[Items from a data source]
[Start of section]

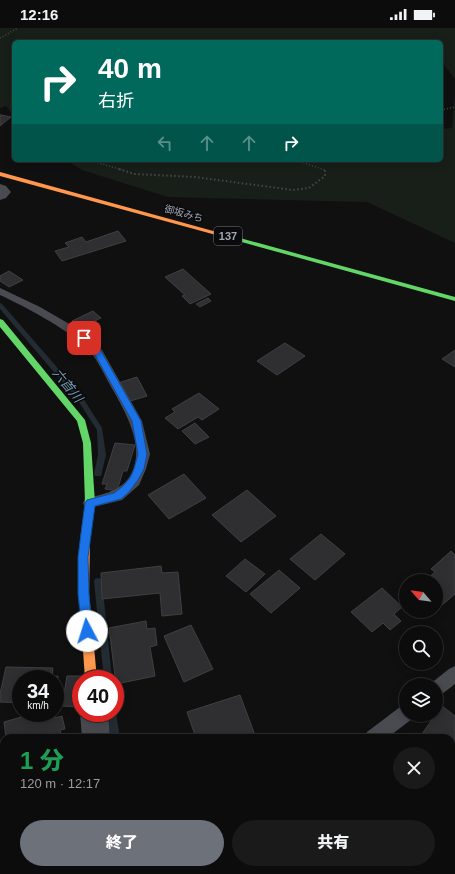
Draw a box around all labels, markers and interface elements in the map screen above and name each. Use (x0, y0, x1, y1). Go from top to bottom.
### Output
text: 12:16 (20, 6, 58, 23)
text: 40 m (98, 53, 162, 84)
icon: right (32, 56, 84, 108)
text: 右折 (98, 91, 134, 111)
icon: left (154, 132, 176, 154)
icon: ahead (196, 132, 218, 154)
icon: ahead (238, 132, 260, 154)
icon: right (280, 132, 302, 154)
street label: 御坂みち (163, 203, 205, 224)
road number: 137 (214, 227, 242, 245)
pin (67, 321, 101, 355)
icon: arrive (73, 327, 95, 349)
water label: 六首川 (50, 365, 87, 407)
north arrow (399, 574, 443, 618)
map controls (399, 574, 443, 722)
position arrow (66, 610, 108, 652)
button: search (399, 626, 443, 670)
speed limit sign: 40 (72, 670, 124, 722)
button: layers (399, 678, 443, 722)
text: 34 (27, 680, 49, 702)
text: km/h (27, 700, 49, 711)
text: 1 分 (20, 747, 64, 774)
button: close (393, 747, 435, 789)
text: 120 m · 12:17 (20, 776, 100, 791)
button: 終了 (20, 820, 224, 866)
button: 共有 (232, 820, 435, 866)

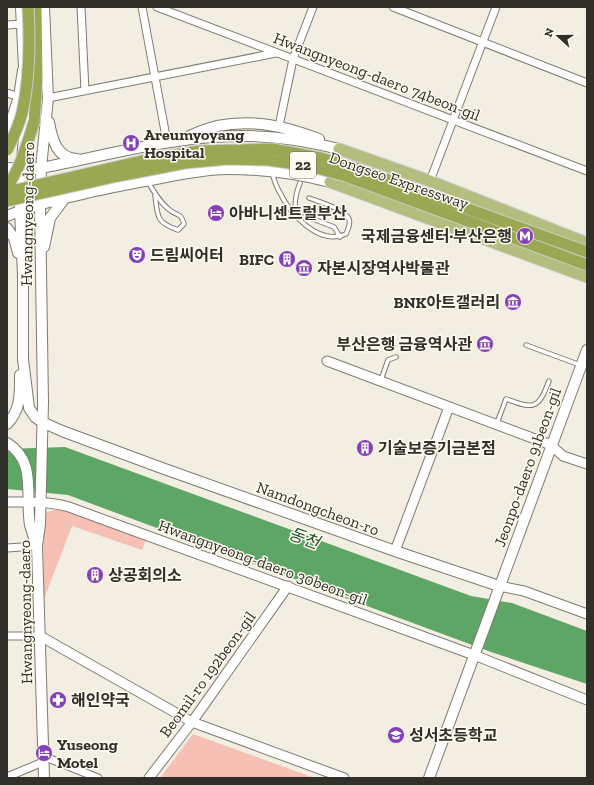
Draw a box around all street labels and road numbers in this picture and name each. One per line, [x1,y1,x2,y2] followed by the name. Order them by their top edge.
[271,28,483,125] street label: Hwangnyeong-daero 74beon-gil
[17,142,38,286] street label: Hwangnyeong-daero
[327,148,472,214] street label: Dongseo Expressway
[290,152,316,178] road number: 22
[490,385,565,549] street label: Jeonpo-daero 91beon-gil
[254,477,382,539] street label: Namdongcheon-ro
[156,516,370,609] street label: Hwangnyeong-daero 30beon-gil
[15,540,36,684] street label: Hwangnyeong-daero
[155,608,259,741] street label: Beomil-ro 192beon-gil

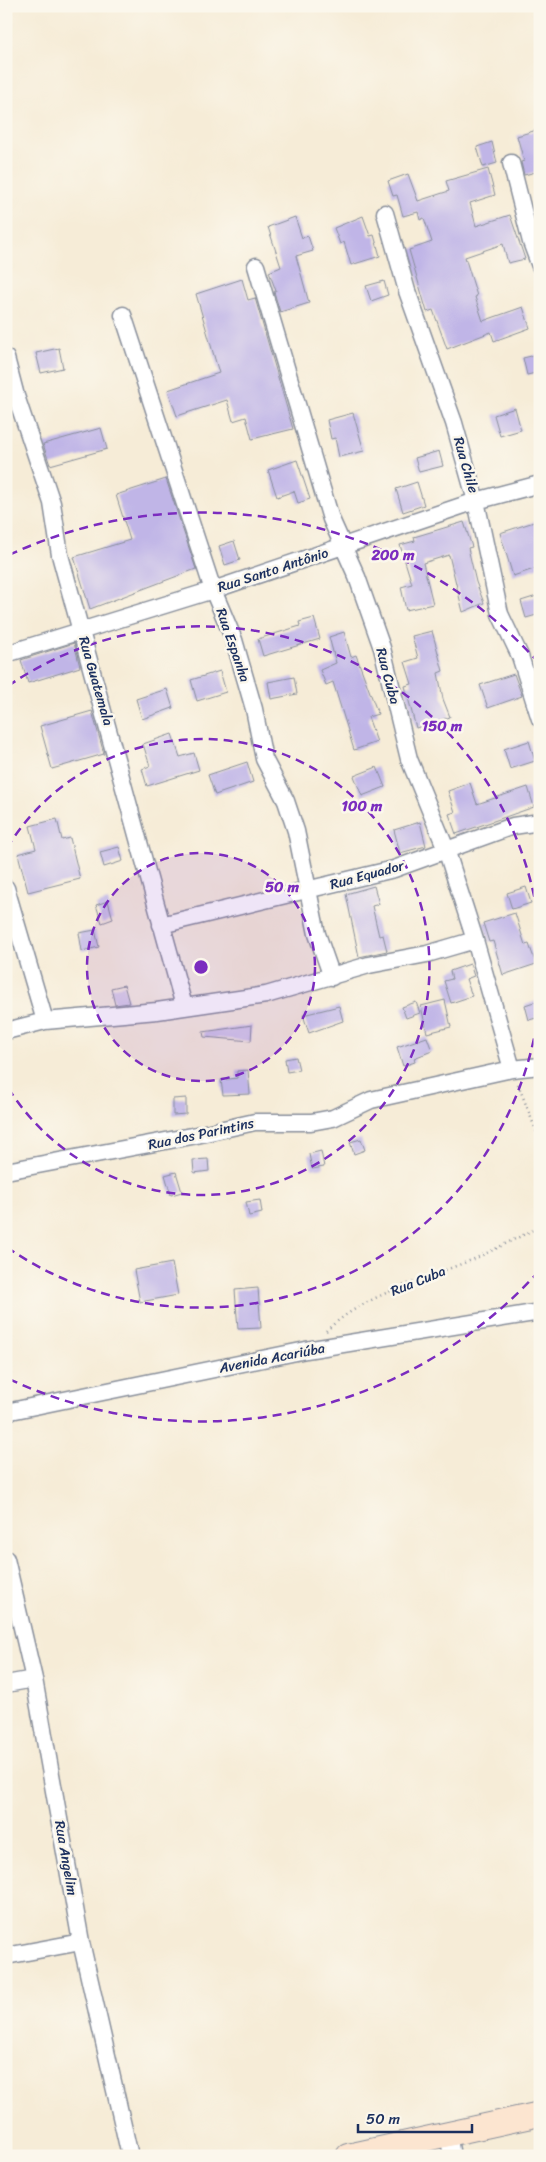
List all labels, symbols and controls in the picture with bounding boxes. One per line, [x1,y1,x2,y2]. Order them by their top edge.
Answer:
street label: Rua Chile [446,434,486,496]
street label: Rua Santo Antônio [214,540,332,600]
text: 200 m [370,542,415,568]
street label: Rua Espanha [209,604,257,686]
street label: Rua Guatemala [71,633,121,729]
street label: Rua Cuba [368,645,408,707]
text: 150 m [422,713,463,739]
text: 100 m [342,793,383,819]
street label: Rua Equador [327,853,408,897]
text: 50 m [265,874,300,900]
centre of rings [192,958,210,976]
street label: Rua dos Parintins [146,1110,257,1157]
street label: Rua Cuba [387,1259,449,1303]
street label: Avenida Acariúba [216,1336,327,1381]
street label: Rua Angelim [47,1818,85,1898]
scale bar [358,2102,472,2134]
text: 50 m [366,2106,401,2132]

[End of section]

> [TASK STATEMENT] Once you find the line containing "List all labels, symbols", copy it and every line after it through the end of the records, exactly and nothing else.

> [RESPONSE FOR THIS EXERCISE]
List all labels, symbols and controls in the picture with bounding boxes. One per line, [x1,y1,x2,y2]. Order them by their top edge.
Answer:
street label: Rua Chile [446,434,486,496]
street label: Rua Santo Antônio [214,540,332,600]
text: 200 m [370,542,415,568]
street label: Rua Espanha [209,604,257,686]
street label: Rua Guatemala [71,633,121,729]
street label: Rua Cuba [368,645,408,707]
text: 150 m [422,713,463,739]
text: 100 m [342,793,383,819]
street label: Rua Equador [327,853,408,897]
text: 50 m [265,874,300,900]
centre of rings [192,958,210,976]
street label: Rua dos Parintins [146,1110,257,1157]
street label: Rua Cuba [387,1259,449,1303]
street label: Avenida Acariúba [216,1336,327,1381]
street label: Rua Angelim [47,1818,85,1898]
scale bar [358,2102,472,2134]
text: 50 m [366,2106,401,2132]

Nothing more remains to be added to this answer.